_TASK BRIEF_
Repeat the data exactly. Pictures stay out.

Segment Open

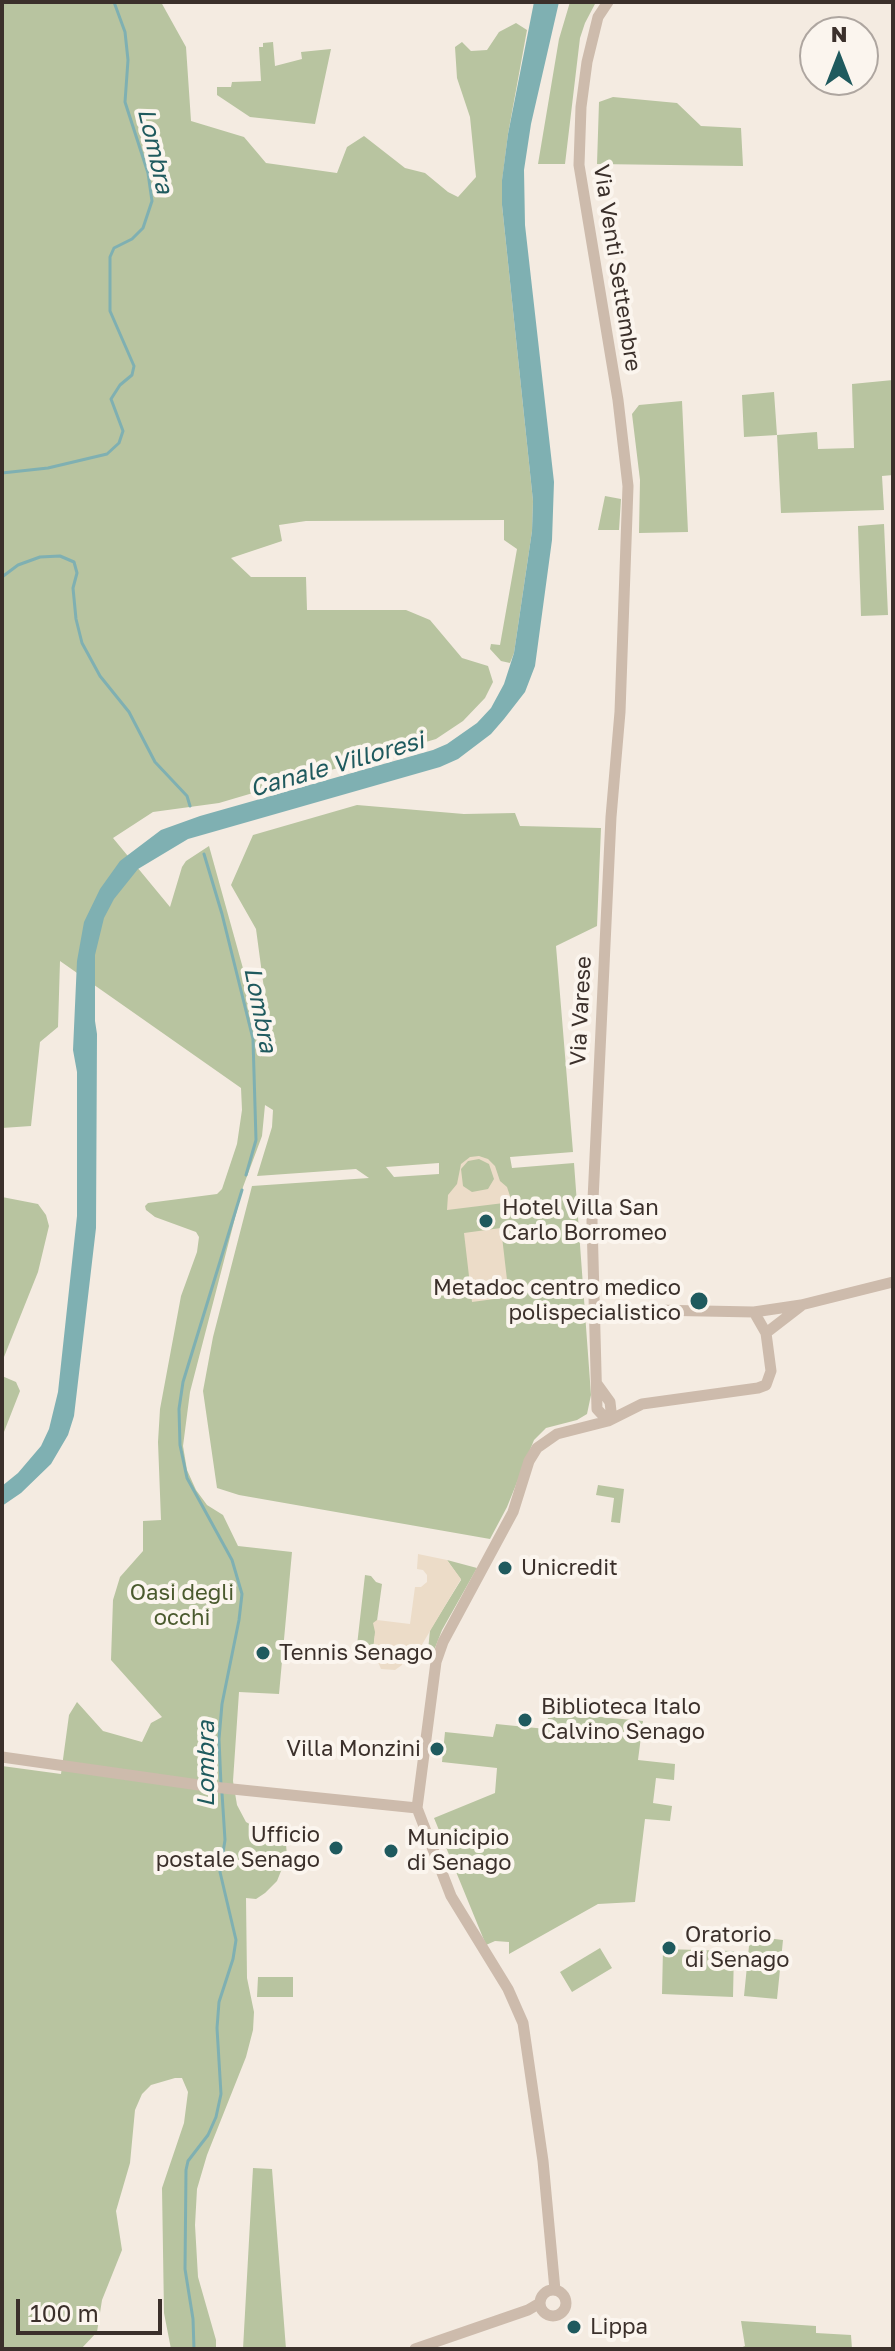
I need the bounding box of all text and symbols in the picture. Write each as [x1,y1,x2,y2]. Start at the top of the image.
north arrow [799,16,879,96]
text: N [831,20,847,47]
water label: Lombra [131,106,179,196]
street label: Via Venti Settembre [588,163,646,373]
water label: Canale Villoresi [247,726,427,804]
street label: Via Varese [565,955,597,1067]
water label: Lombra [238,965,282,1055]
place label: Hotel Villa San Carlo Borromeo [502,1195,667,1246]
marker: Hotel Villa San Carlo Borromeo [477,1212,495,1230]
place label: Metadoc centro medico polispecialistico [433,1275,681,1326]
marker: Metadoc centro medico polispecialistico [688,1290,710,1312]
place label: Unicredit [521,1555,618,1581]
marker: Unicredit [496,1559,514,1577]
park label: Oasi degli occhi [130,1580,234,1632]
place label: Tennis Senago [279,1640,433,1666]
marker: Tennis Senago [254,1644,272,1662]
place label: Biblioteca Italo Calvino Senago [541,1694,705,1746]
marker: Biblioteca Italo Calvino Senago [516,1711,534,1729]
water label: Lombra [192,1721,220,1807]
place label: Villa Monzini [286,1736,421,1762]
marker: Villa Monzini [428,1740,446,1758]
place label: Ufficio postale Senago [156,1822,320,1874]
place label: Municipio di Senago [407,1825,511,1876]
marker: Ufficio postale Senago [327,1839,345,1857]
marker: Municipio di Senago [382,1842,400,1860]
place label: Oratorio di Senago [685,1922,789,1974]
marker: Oratorio di Senago [660,1939,678,1957]
scale bar [20,2283,166,2333]
text: 100 m [30,2298,99,2327]
place label: Lippa [590,2314,648,2340]
marker: Lippa [565,2318,583,2336]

Segment Closed

_RESPONSE_
I need the bounding box of all text and symbols in the picture. Write each as [x1,y1,x2,y2]. Start at the top of the image.
north arrow [799,16,879,96]
text: N [831,20,847,47]
water label: Lombra [131,106,179,196]
street label: Via Venti Settembre [588,163,646,373]
water label: Canale Villoresi [247,726,427,804]
street label: Via Varese [565,955,597,1067]
water label: Lombra [238,965,282,1055]
place label: Hotel Villa San Carlo Borromeo [502,1195,667,1246]
marker: Hotel Villa San Carlo Borromeo [477,1212,495,1230]
place label: Metadoc centro medico polispecialistico [433,1275,681,1326]
marker: Metadoc centro medico polispecialistico [688,1290,710,1312]
place label: Unicredit [521,1555,618,1581]
marker: Unicredit [496,1559,514,1577]
park label: Oasi degli occhi [130,1580,234,1632]
place label: Tennis Senago [279,1640,433,1666]
marker: Tennis Senago [254,1644,272,1662]
place label: Biblioteca Italo Calvino Senago [541,1694,705,1746]
marker: Biblioteca Italo Calvino Senago [516,1711,534,1729]
water label: Lombra [192,1721,220,1807]
place label: Villa Monzini [286,1736,421,1762]
marker: Villa Monzini [428,1740,446,1758]
place label: Ufficio postale Senago [156,1822,320,1874]
place label: Municipio di Senago [407,1825,511,1876]
marker: Ufficio postale Senago [327,1839,345,1857]
marker: Municipio di Senago [382,1842,400,1860]
place label: Oratorio di Senago [685,1922,789,1974]
marker: Oratorio di Senago [660,1939,678,1957]
scale bar [20,2283,166,2333]
text: 100 m [30,2298,99,2327]
place label: Lippa [590,2314,648,2340]
marker: Lippa [565,2318,583,2336]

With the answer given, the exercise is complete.